La cour des comptes, dans son rapport du 8 septembre 2010 réclame la réduction des niches "sociales" pour réduire la dégradation de la sécurité sociale. Réduction dans une proportion de 15 milliards d’euros de recettes à reconquérir.
En ligne de mire, les réductions de taux, les abattements d’assiettes, les exonérations sur les cotisations et les contributions sociales.
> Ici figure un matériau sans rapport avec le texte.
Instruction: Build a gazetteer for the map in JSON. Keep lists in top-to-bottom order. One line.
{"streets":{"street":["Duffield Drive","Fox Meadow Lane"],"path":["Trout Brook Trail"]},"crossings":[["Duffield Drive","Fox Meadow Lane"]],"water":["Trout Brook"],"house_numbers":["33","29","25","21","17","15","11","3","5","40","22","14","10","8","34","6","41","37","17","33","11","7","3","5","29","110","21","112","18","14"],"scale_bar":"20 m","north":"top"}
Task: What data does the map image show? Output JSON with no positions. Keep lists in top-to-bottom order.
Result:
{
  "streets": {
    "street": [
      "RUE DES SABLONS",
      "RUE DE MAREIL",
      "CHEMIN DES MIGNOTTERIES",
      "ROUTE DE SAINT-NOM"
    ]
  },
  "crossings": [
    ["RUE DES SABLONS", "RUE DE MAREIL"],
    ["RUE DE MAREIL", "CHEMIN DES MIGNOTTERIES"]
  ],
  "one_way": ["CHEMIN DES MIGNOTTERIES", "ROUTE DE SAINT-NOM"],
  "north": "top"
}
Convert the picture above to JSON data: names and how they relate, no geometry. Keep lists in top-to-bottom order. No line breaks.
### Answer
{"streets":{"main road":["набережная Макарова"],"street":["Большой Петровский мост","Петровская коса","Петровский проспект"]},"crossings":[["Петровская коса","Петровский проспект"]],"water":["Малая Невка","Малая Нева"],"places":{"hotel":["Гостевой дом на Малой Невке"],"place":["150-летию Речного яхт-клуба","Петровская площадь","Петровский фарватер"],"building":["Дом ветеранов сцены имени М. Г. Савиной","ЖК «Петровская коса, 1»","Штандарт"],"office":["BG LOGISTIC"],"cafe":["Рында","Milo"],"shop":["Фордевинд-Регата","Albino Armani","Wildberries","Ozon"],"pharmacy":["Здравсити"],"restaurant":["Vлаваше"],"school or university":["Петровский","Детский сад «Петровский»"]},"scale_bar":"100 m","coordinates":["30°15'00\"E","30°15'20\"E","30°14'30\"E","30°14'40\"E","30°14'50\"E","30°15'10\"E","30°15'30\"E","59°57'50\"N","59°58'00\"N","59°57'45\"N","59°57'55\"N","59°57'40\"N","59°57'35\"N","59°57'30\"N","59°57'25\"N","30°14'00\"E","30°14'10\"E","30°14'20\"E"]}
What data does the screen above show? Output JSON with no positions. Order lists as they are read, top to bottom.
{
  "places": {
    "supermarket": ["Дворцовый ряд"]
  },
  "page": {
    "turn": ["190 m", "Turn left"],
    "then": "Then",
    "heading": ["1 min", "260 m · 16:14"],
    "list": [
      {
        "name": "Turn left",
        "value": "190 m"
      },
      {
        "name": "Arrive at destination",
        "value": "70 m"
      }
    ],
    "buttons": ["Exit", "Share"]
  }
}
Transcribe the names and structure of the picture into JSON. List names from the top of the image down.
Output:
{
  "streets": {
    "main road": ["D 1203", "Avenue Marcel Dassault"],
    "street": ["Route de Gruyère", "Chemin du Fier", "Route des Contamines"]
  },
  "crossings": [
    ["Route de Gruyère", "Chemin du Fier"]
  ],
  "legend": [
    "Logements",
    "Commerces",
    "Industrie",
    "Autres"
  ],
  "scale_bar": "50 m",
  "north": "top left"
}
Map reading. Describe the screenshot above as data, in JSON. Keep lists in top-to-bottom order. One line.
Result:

Le déficit de la sécu de 2008 avait atteint 11.9 Md € en 2008. Ce qui le l’a pas empêché de doubler en 2009 pour se fixer à 24.9 Md €. Le montant des dépenses a progressé de 4.3% quand les recettes se sont limitées à +1.1%. C’est ce delta qui a motivé les remarques de la cours des comptes estimant que les niches sociales ont pesé trop lourd dans la balance, en représentant 22.5 % des recettes. C’est à dire un manque à gagner estimé à 67 Md €.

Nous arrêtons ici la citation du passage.